> Instructions for the task
Produce a verbatim copy of the data below that contains no pictures.

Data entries

== == ==

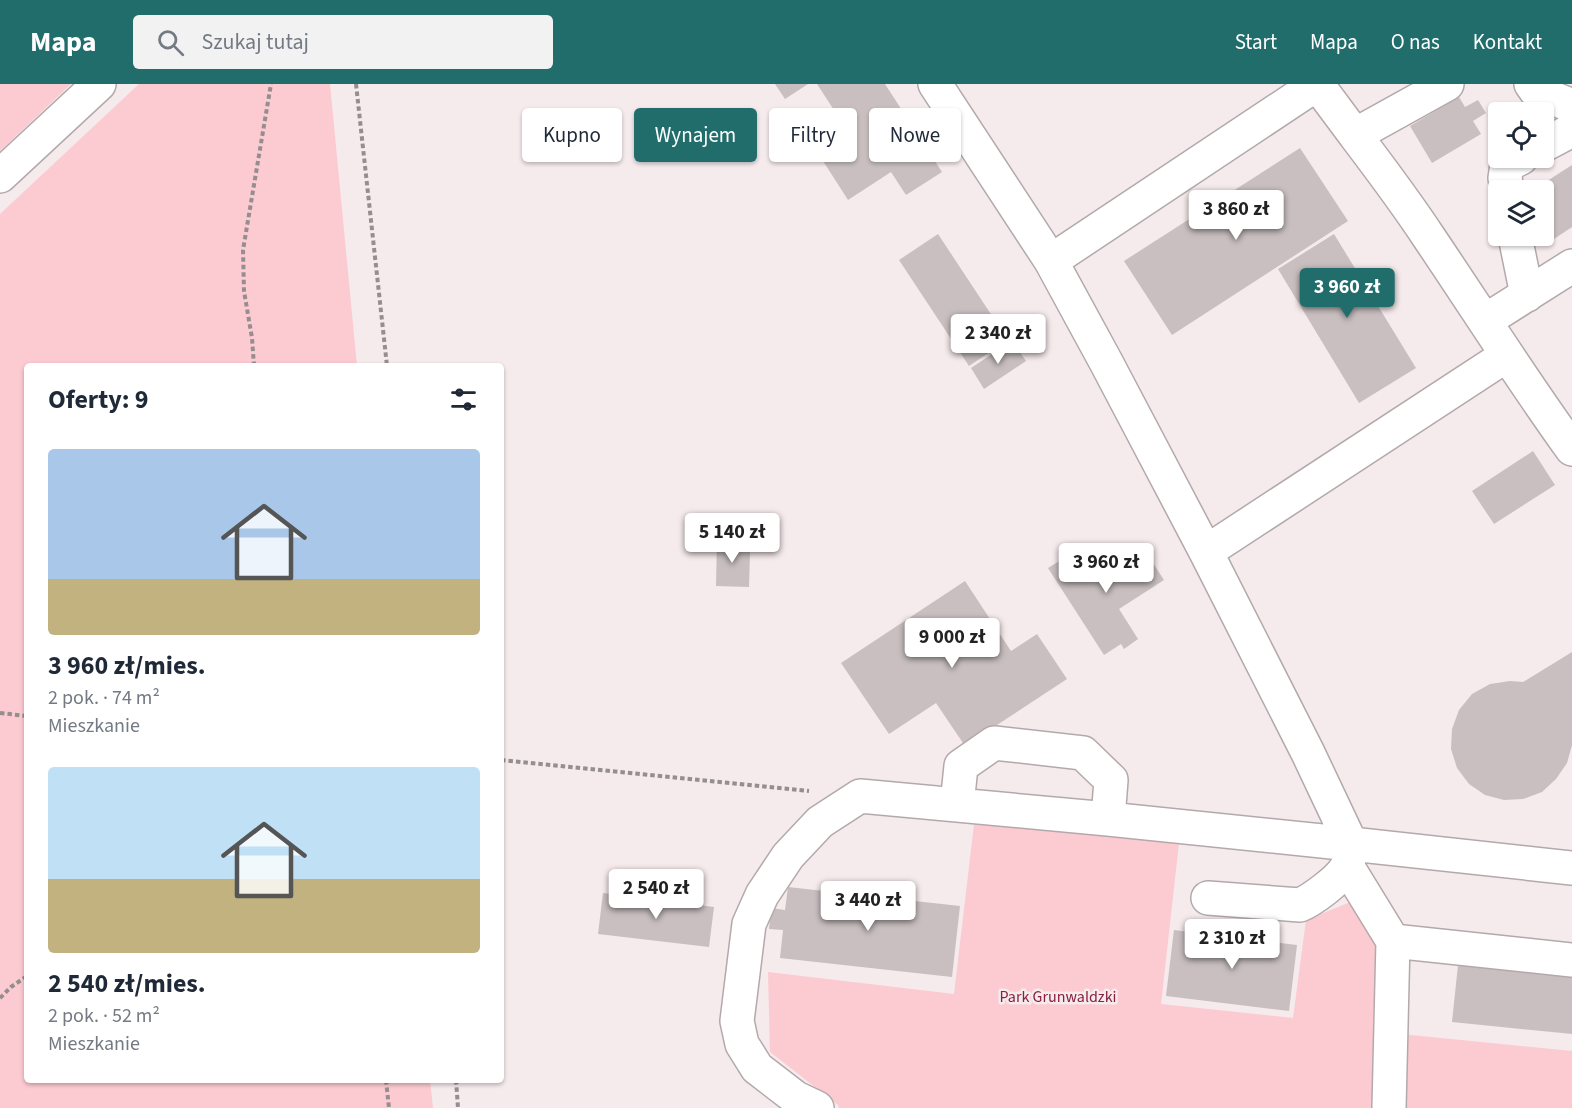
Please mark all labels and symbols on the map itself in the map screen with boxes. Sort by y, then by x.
pin: 3 860 zł [1174,190,1298,241]
pin: 3 960 zł [1285,268,1409,319]
pin: 2 340 zł [936,314,1060,365]
pin: 5 140 zł [670,513,794,564]
pin: 3 960 zł [1044,543,1168,594]
pin: 9 000 zł [890,618,1014,669]
pin: 2 540 zł [594,869,718,920]
pin: 3 440 zł [806,881,930,932]
pin: 2 310 zł [1170,919,1294,970]
park label: Park Grunwaldzki [999,986,1117,1008]

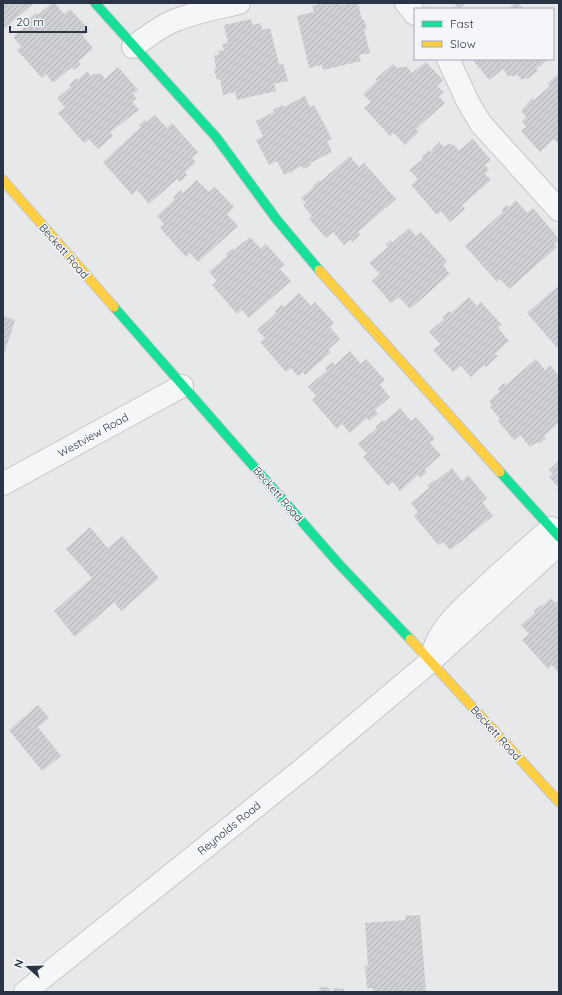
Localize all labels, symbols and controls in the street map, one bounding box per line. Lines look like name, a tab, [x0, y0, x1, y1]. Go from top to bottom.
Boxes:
scale bar	[10, 8, 86, 34]
legend	[414, 8, 554, 60]
text: 20 m	[16, 14, 44, 29]
text: Fast	[450, 16, 474, 31]
text: Slow	[450, 36, 476, 51]
street label: Beckett Road	[36, 220, 92, 282]
street label: Westview Road	[55, 410, 131, 460]
street label: Beckett Road	[250, 463, 306, 525]
street label: Beckett Road	[468, 703, 524, 763]
street label: Reynolds Road	[195, 798, 263, 858]
north arrow	[8, 947, 48, 987]
text: N	[11, 957, 27, 970]

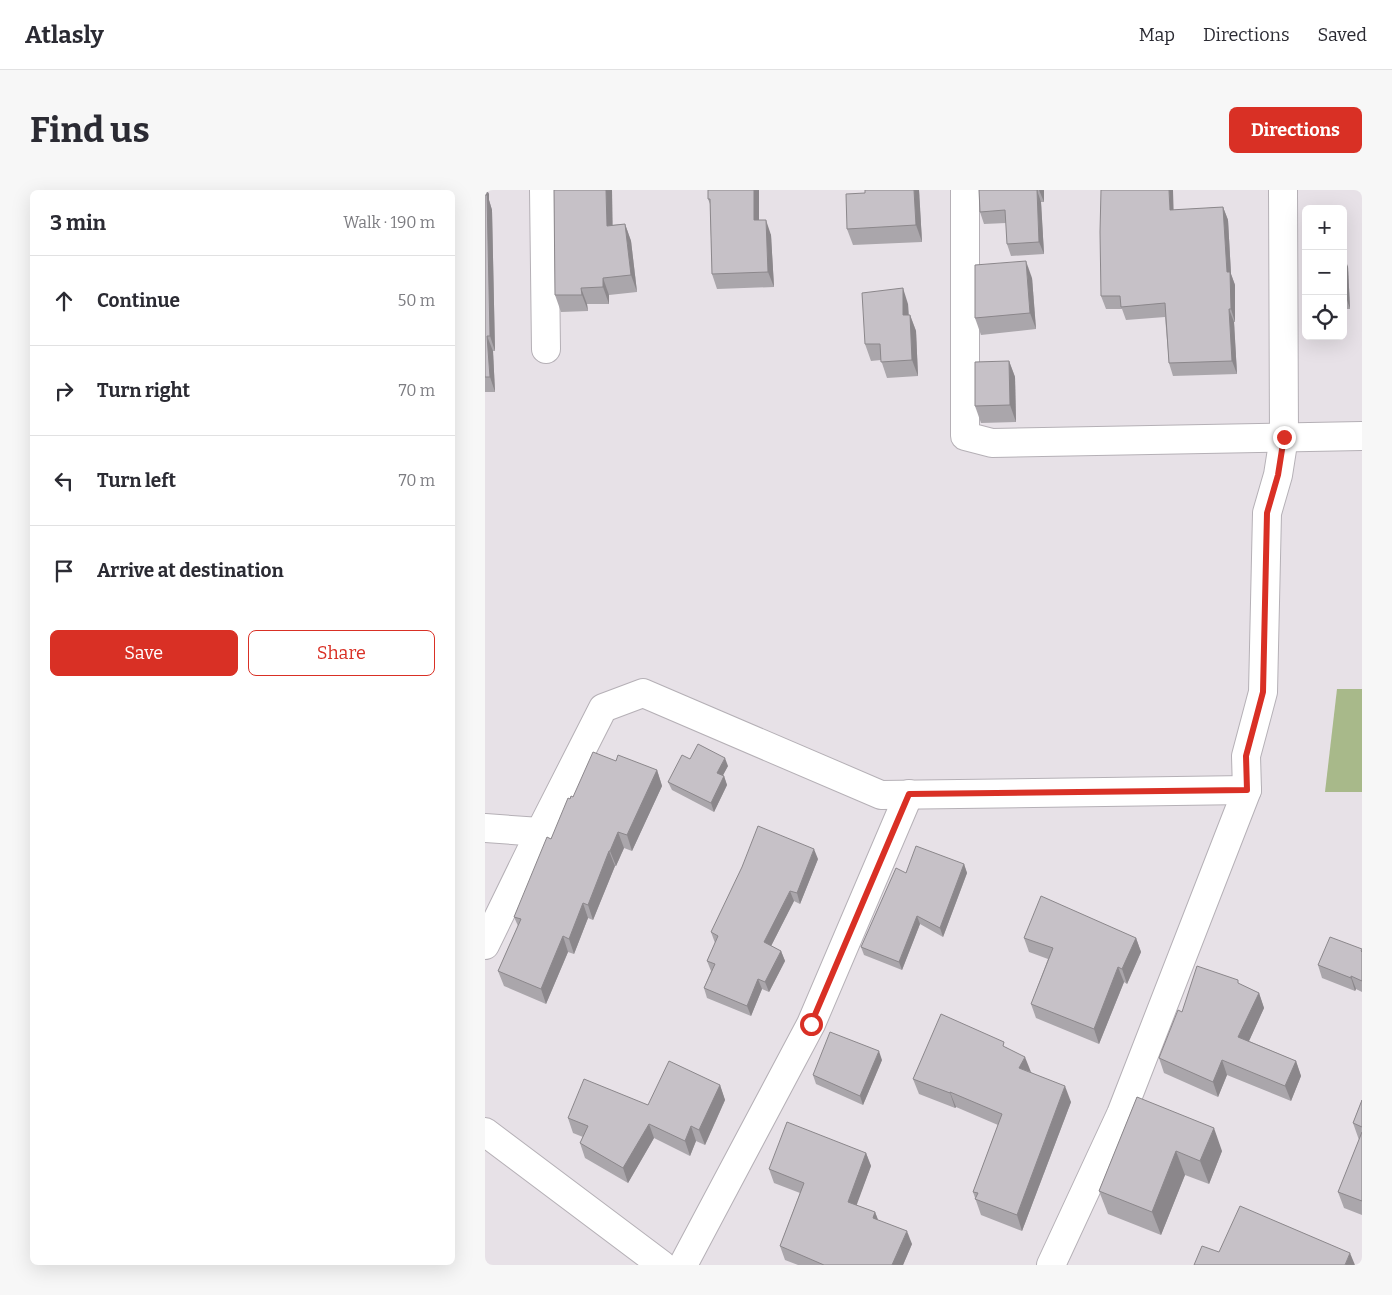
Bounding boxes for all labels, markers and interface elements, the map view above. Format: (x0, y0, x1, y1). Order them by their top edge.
text: Atlasly (25, 21, 104, 49)
text: Map (1139, 24, 1175, 46)
text: Directions (1203, 24, 1290, 46)
text: Saved (1318, 24, 1367, 46)
button: Directions (1229, 107, 1362, 153)
text: Find us (30, 109, 150, 151)
map controls (1302, 205, 1347, 340)
button: + (1302, 205, 1347, 250)
text: 3 min (50, 210, 106, 236)
text: Walk · 190 m (343, 213, 435, 232)
button: − (1302, 250, 1347, 295)
icon: ahead (50, 287, 78, 315)
text: Continue (97, 289, 180, 312)
text: 50 m (398, 291, 435, 310)
button: locate (1302, 295, 1347, 340)
icon: right (50, 377, 78, 405)
text: Turn right (97, 379, 190, 402)
text: 70 m (399, 381, 435, 400)
route end (1273, 426, 1296, 449)
icon: left (50, 467, 78, 495)
text: Turn left (97, 469, 176, 492)
text: 70 m (399, 471, 435, 490)
icon: arrive (50, 557, 78, 585)
text: Arrive at destination (97, 559, 284, 582)
button: Save (50, 630, 238, 676)
button: Share (248, 630, 435, 676)
route start (800, 1013, 823, 1036)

== == ==

> Task response
Please mark all labels and symbols on the map itself in the map screen with boxes. Sort by y, then by x.
pin: 3 860 zł [1174,190,1298,241]
pin: 3 960 zł [1285,268,1409,319]
pin: 2 340 zł [936,314,1060,365]
pin: 5 140 zł [670,513,794,564]
pin: 3 960 zł [1044,543,1168,594]
pin: 9 000 zł [890,618,1014,669]
pin: 2 540 zł [594,869,718,920]
pin: 3 440 zł [806,881,930,932]
pin: 2 310 zł [1170,919,1294,970]
park label: Park Grunwaldzki [999,986,1117,1008]

Localize all labels, symbols and controls in the street map, one bounding box per line. Lines look like name, a tab, [x0, y0, x1, y1]. Go from top to bottom.
Boxes:
scale bar	[10, 8, 86, 34]
legend	[414, 8, 554, 60]
text: 20 m	[16, 14, 44, 29]
text: Fast	[450, 16, 474, 31]
text: Slow	[450, 36, 476, 51]
street label: Beckett Road	[36, 220, 92, 282]
street label: Westview Road	[55, 410, 131, 460]
street label: Beckett Road	[250, 463, 306, 525]
street label: Beckett Road	[468, 703, 524, 763]
street label: Reynolds Road	[195, 798, 263, 858]
north arrow	[8, 947, 48, 987]
text: N	[11, 957, 27, 970]

Bounding boxes for all labels, markers and interface elements, the map view above. Format: (x0, y0, x1, y1). Order them by their top edge.
text: Atlasly (25, 21, 104, 49)
text: Map (1139, 24, 1175, 46)
text: Directions (1203, 24, 1290, 46)
text: Saved (1318, 24, 1367, 46)
button: Directions (1229, 107, 1362, 153)
text: Find us (30, 109, 150, 151)
map controls (1302, 205, 1347, 340)
button: + (1302, 205, 1347, 250)
text: 3 min (50, 210, 106, 236)
text: Walk · 190 m (343, 213, 435, 232)
button: − (1302, 250, 1347, 295)
icon: ahead (50, 287, 78, 315)
text: Continue (97, 289, 180, 312)
text: 50 m (398, 291, 435, 310)
button: locate (1302, 295, 1347, 340)
icon: right (50, 377, 78, 405)
text: Turn right (97, 379, 190, 402)
text: 70 m (399, 381, 435, 400)
route end (1273, 426, 1296, 449)
icon: left (50, 467, 78, 495)
text: Turn left (97, 469, 176, 492)
text: 70 m (399, 471, 435, 490)
icon: arrive (50, 557, 78, 585)
text: Arrive at destination (97, 559, 284, 582)
button: Save (50, 630, 238, 676)
button: Share (248, 630, 435, 676)
route start (800, 1013, 823, 1036)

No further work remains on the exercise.